You're a platform engineer onboarding 50 teams (Finance, HR, Marketing, Engineering) onto a shared Kubernetes cluster. Each team needs independent deployments, but you must prevent: team A's workload from seeing team B's secrets, team A consuming all cluster CPU, team A modifying team B's deployments. Design the multi-tenancy isolation model from scratch. You have 1 week.
Kubernetes multi-tenancy has three layers: logical (namespaces), policy (RBAC/NetworkPolicy), and resource (quotas/limits). A robust model uses all three. Architecture: One namespace per team (team-finance, team-marketing, etc.). Within namespace: Deployments, Services, Secrets, ConfigMaps all isolated by default (no cross-namespace access without explicit permission).
Layer 1 - Namespace isolation: Create namespaces: kubectl create namespace team-finance. Kubernetes isolates by default: a service in team-finance cannot reach a service in team-hr without explicit NetworkPolicy.

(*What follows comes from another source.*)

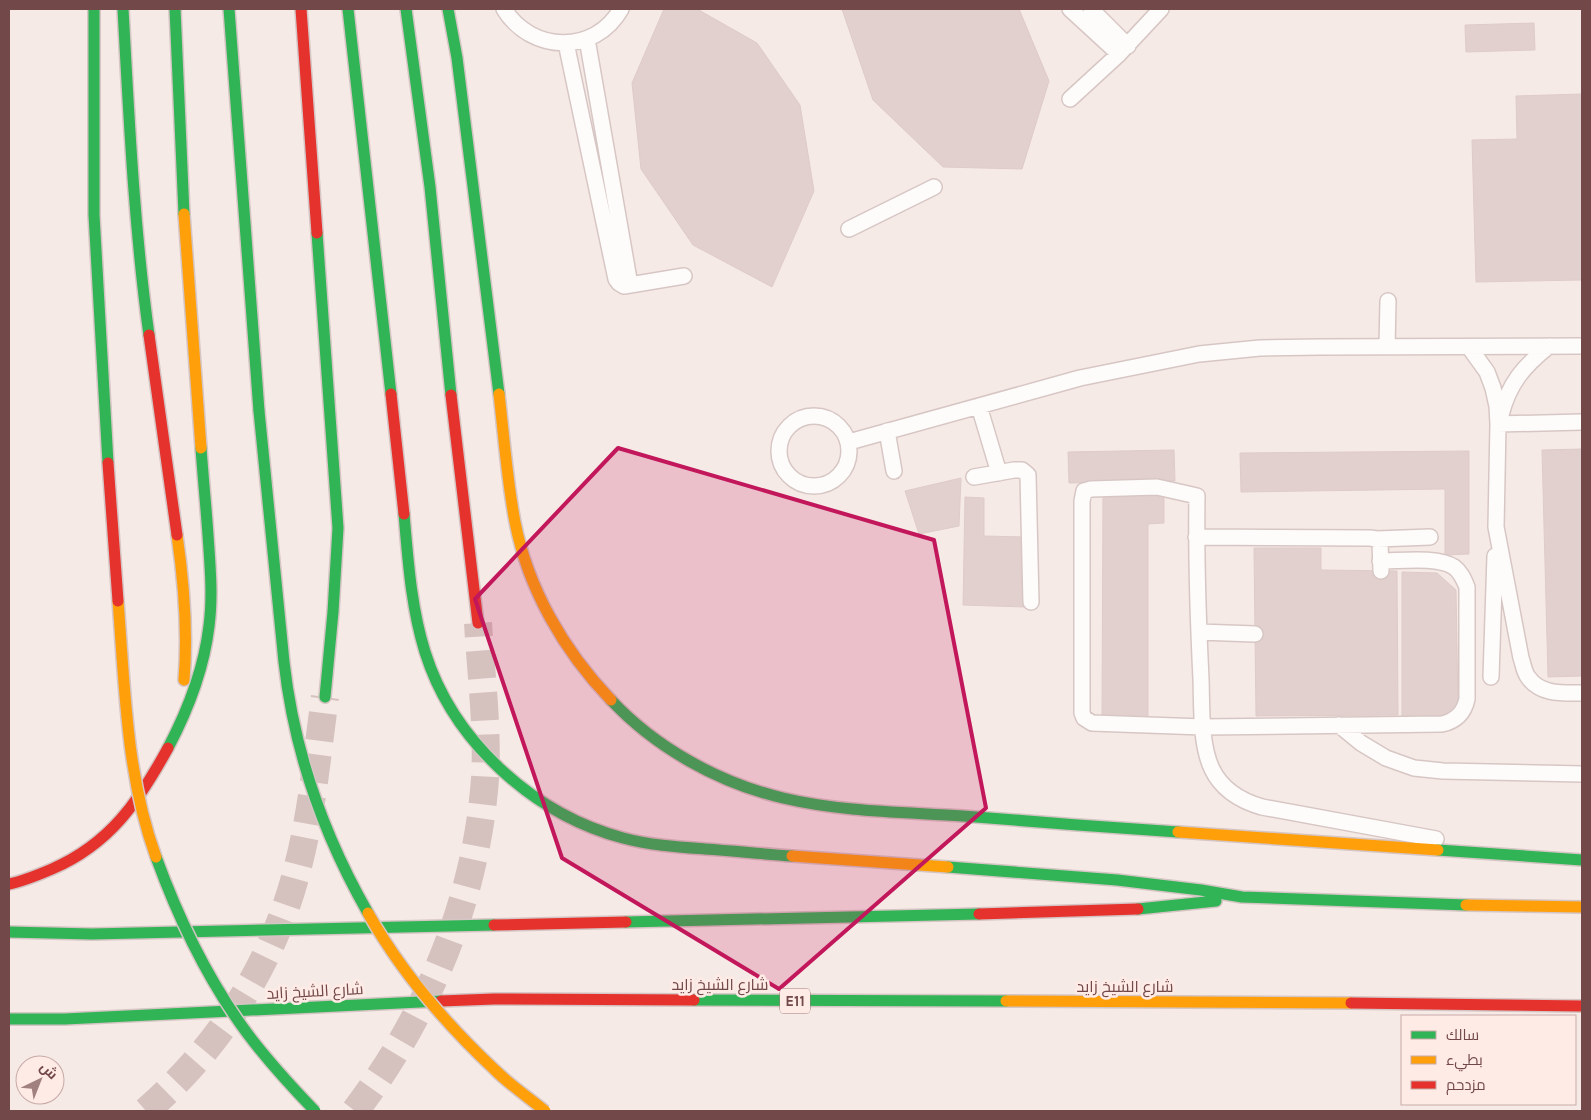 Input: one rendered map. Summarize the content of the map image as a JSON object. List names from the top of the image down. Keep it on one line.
{"streets":{"highway":["شارع الشيخ زايد","E11"]},"legend":["سالك","بطيء","مزدحم"],"north":"top right"}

Secrets in one namespace are invisible to pods in another (etcd is single store, but RBAC prevents read).
Layer 2 - RBAC: Each team gets a service account and role: kubectl create sa team-finance -n team-finance. Bind a role allowing only that namespace: kind: Role, metadata.namespace: team-finance, rules: [{apiGroups: [""], resources: ["pods", "services"], verbs: ["get", "list", "create", "update"]}]. Bind with RoleBinding (namespace-scoped). This ensures team member can't exec into pods in other namespaces or view team-hr deployments.
Layer 3 - Resource quotas: Apply namespace quota: kind: ResourceQuota, spec: {hard: {requests.cpu: "50", requests.memory: "100Gi", pods: "200"}} on team-finance namespace. This caps team's CPU usage at 50 cores and memory at 100GB. If exceeded, new pods rejected. Also set LimitRange: limits: [{max: {cpu: "4", memory: "8Gi"}, min: {cpu: "100m", memory: "128Mi"}, type: "Pod"}] to prevent one pod from using all 50 cores.

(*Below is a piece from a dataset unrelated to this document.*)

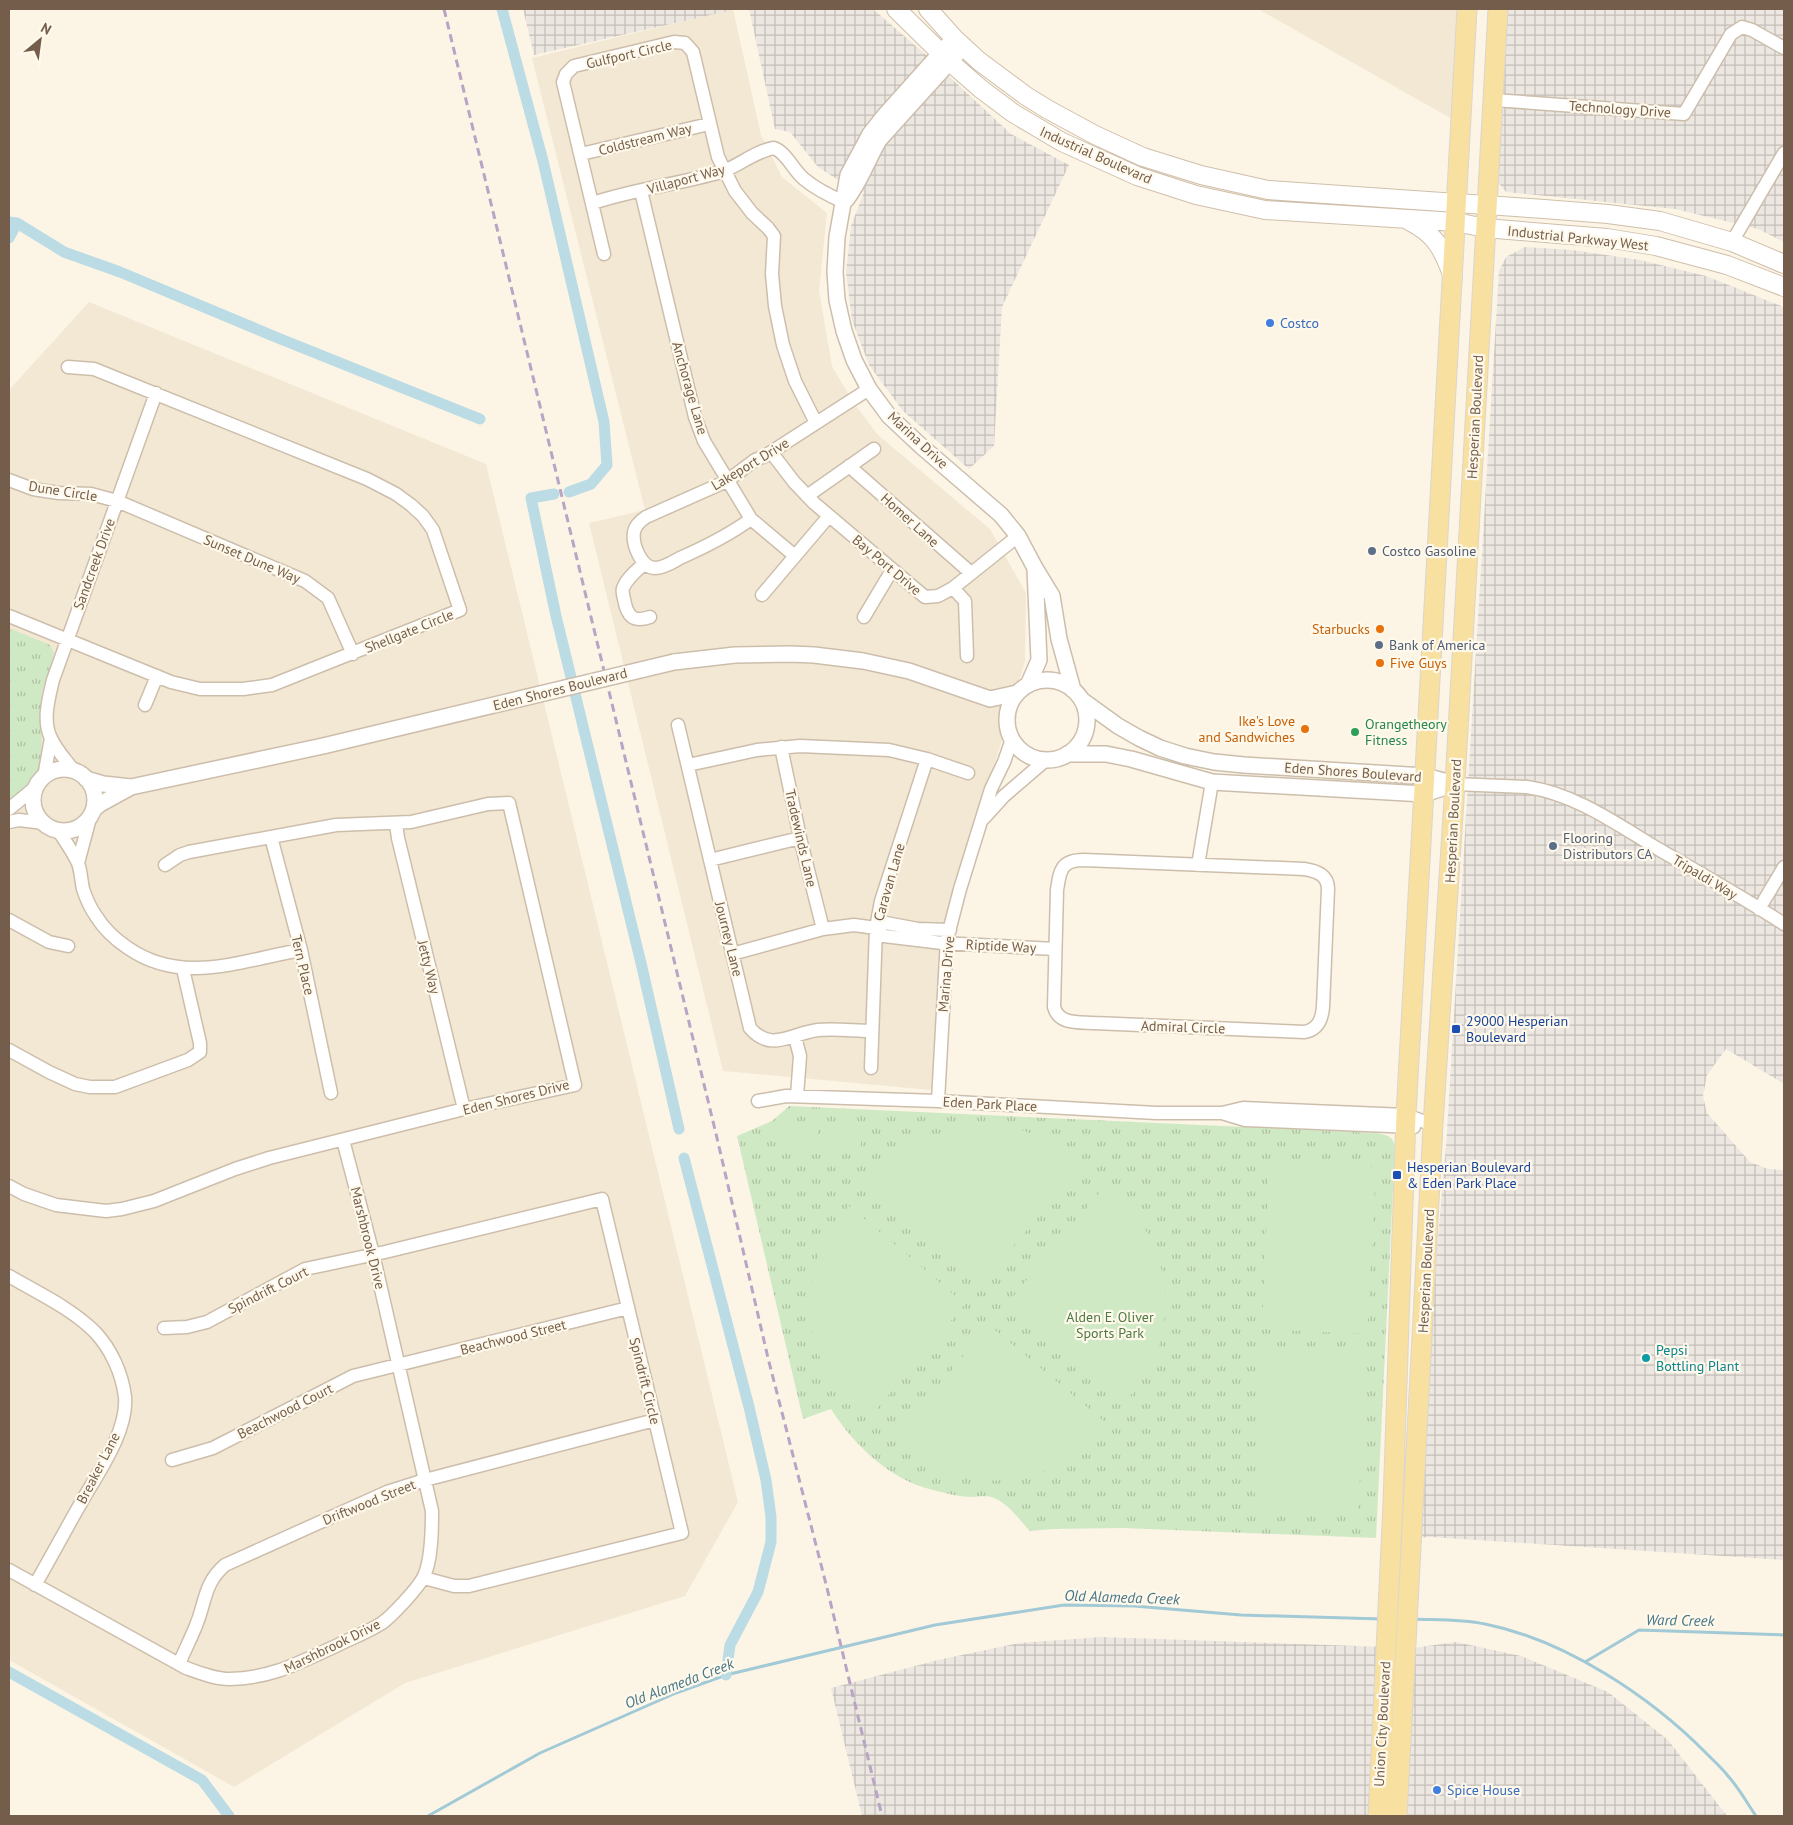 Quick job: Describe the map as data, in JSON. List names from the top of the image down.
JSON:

Layer 4 - NetworkPolicy: By default, Kubernetes is all-open (pods can reach any pod). Apply deny-all egress: kind: NetworkPolicy, spec: {podSelector: {}, policyTypes: ["Ingress", "Egress"], egress: []} in each namespace to deny all inter-namespace traffic. Then allow only necessary: egress: [{to: [{namespaceSelector: {matchLabels: {name: "kube-system"}}}], ports: [{port: 53, protocol: UDP}]}]—allow only DNS queries to kube-system. This prevents team-finance pods from reaching team-hr pods.
Implementation: Use a template for every team: 1 Namespace + 1 ServiceAccount + 1 Role + 1 RoleBinding + 1 ResourceQuota + 1 LimitRange + 2 NetworkPolicies (deny-all + allow-dns). Automate with Helm or Kustomize. Provide teams self-service: publish template, teams submit PR with team name, platform team merges (runs terraform or kustomize to apply).
Gotcha prevention: (1) Don't use NetworkPolicy alone—it's not enforced by all CNIs (flannel doesn't support it, calico/cilium do). Verify your CNI: kubectl get nodes -o wide or kubectl get daemonset -n kube-system. (2) Secrets are readable by cluster admins (etcd has plaintext). Use a secrets management system (HashiCorp Vault, AWS Secrets Manager) and mount read-only via init container. (3) PersistentVolumes are cluster-wide—explicitly grant StorageClass access per namespace with RBAC.
Follow-up: Team Finance accidentally creates a ServiceAccount with cluster-admin role. How would you detect this and what automated guardrails would you put in place?
A developer from team-marketing accidentally (or maliciously) runs: kubectl get secrets -A and sees all 50 teams' database passwords. RBAC should have blocked this, but didn't. Audit log shows they used their personal kubeconfig. Your CEO is asking what happened.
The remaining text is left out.